Arch Public Health ; 71(1): 13, 2013 Jun 08.
Artigo em Inglês | MEDLINE | ID: mdl-23759075

RESUMO

BACKGROUND: Literatures on prevalence and factors associated with malnutrition among peoples living with HIV/AIDS are limited in Ethiopia and not well documented either. The proper implementation of nutritional support and its integration with the routine highly active antiretroviral therapy package demands a clear picture of the magnitude and associated factors of malnutrition. The objective of this study is, therefore, to assess the prevalence and factors associated with malnutrition among peoples living with HIV/AIDS. METHODS: Institution based cross sectional study was conducted in Dilla University referral Hospital including adult HIV patients who were in highly active anti retroviral therapy. Interview administered questionnaires were used to collect data on socio demographic factors. Besides, HIV related clinical information was extracted from anti retro viral therapy data base and clinical charts. The nutritional status of the patients was determined by Body Mass Index (BMI) where BMI < 18kg/m2 was defined as malnutrition according to World Health Organization (WHO).

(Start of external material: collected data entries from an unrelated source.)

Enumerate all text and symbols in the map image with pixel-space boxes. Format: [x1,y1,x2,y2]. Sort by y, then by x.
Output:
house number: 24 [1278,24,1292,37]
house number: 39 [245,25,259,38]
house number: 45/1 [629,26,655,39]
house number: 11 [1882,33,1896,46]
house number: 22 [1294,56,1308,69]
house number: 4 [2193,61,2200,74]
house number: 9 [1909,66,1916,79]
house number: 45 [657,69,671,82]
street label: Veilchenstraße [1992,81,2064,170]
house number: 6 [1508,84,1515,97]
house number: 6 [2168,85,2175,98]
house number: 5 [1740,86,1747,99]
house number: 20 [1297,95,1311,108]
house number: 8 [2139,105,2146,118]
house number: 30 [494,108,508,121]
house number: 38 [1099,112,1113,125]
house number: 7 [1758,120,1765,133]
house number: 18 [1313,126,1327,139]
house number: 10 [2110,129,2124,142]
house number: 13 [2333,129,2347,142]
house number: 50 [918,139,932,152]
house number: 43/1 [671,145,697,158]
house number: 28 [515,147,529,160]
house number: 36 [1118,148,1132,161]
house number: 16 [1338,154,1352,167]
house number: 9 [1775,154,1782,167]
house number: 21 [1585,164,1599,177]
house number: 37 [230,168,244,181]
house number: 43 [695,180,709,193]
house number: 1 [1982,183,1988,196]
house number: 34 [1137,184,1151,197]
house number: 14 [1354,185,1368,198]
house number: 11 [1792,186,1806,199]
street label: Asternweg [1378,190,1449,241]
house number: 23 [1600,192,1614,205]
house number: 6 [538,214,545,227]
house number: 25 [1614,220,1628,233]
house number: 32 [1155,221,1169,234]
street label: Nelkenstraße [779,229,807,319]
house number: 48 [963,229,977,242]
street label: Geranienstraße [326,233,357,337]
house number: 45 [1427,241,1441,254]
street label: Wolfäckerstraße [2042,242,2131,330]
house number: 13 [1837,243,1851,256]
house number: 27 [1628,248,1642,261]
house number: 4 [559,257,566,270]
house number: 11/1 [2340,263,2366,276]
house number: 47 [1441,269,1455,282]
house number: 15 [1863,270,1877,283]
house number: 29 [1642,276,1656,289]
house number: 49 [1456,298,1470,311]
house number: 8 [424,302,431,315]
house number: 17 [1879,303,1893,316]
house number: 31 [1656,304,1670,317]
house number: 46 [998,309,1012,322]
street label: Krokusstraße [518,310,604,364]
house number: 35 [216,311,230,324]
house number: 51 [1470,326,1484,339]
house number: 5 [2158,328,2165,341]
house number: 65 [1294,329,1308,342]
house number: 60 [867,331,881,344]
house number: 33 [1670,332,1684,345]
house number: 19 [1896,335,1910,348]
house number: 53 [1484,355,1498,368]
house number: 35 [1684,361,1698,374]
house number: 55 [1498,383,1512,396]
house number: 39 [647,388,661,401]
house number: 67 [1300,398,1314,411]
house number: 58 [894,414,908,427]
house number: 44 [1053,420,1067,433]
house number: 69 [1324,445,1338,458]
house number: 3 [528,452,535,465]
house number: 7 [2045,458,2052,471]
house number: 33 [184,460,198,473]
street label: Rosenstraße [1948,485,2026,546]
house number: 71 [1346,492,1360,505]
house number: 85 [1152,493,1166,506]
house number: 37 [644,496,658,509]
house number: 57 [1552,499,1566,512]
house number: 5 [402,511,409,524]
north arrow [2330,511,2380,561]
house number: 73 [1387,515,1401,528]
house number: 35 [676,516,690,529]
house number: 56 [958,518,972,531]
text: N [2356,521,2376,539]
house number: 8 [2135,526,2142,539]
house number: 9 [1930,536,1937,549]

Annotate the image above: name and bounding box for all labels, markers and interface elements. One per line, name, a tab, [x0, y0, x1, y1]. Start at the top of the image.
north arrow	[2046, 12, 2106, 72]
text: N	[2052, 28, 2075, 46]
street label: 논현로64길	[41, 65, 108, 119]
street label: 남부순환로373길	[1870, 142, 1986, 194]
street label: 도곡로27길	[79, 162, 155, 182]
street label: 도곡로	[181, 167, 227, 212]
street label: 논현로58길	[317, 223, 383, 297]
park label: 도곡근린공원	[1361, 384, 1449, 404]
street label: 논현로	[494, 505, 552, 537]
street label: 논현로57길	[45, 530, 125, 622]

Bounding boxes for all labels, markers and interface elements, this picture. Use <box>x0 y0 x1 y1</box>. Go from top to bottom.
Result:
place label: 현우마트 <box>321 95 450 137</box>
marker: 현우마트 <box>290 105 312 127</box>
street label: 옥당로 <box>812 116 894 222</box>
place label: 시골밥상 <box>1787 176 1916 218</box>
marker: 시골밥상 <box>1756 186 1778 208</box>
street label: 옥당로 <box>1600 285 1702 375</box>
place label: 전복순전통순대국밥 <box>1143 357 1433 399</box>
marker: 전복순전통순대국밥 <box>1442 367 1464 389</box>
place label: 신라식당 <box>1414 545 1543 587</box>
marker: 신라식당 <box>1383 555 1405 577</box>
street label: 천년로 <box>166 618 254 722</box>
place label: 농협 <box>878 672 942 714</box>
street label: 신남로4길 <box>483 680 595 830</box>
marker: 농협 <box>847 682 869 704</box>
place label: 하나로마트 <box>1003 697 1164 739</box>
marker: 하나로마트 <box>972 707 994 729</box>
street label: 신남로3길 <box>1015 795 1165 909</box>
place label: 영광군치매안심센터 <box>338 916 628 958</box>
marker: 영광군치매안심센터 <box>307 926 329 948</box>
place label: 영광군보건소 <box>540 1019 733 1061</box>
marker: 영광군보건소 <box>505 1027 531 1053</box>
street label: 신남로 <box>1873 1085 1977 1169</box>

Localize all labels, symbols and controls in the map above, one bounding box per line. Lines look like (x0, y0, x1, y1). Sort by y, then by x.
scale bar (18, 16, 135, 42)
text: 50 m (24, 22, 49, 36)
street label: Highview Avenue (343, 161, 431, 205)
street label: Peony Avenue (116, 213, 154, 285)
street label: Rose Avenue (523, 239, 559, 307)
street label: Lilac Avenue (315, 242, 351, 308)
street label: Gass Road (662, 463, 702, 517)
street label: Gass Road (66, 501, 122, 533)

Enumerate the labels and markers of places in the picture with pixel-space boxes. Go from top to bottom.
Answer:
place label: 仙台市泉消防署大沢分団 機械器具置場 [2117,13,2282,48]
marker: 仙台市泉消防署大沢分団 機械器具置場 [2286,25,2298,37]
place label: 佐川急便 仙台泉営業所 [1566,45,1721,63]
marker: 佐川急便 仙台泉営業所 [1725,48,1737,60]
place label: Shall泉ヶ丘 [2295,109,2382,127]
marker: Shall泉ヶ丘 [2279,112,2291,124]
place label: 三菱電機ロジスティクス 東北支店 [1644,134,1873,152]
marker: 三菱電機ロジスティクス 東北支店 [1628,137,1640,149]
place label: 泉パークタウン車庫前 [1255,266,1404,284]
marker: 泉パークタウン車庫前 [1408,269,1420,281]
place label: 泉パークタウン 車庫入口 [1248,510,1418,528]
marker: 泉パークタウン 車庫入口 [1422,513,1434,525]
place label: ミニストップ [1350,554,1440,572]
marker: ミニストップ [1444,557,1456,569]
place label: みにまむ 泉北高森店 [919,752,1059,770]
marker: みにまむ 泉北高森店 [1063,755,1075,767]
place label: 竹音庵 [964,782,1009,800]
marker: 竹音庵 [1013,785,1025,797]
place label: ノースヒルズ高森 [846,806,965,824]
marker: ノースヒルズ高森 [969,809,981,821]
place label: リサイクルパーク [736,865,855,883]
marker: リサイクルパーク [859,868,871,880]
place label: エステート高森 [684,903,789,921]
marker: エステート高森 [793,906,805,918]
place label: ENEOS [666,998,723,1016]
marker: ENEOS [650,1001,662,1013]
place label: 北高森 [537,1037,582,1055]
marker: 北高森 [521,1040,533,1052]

Binary logistic regression was used to assess association between different risk factors and malnutrition. Confidence interval of 95% was considered to see the precision of the study and the level of significance was taken at α <0.05. RESULTS: A total of 520 patients were included in the analysis. The overall prevalence of malnutrition was 12.3% (95% CI 9.5-15.0). After full control of all variables; unemployment (OR = 3.61, 95% CI: 3.6 - 7.76), WHO clinical stage four (OR = 12.9, 95% CI: 2.49- 15.25), gastrointestinal symptoms (OR = 5.3, 95% CI: 2.56 - 10.78) and previous (one) opportunistic infection (OR = 3.1, 95% CI 2.06 - 5.46), and two & above previous opportunistic infections (OR = 4.5, 95% CI: 3.38 - 10.57) were significantly associated with malnutrition. However, moderately poor economic condition was found to be protective factor for malnutrition (OR = 0.4, 95% CI: 0.14 - 0.95). CONCLUSION: Unemployment, WHO clinical AIDS stage four, one & more number of previous opportunistic infections and gastrointestinal symptoms were found to be important risk factors for malnutrition among People Living with HIV/AIDS. From this study it has been learnt that nutritional programs should be an integral part of HIV/AIDS continuum of care. Furthermore, it needs to improve household income of PLHIV with employment opportunity and to engage them in income generating activities as well.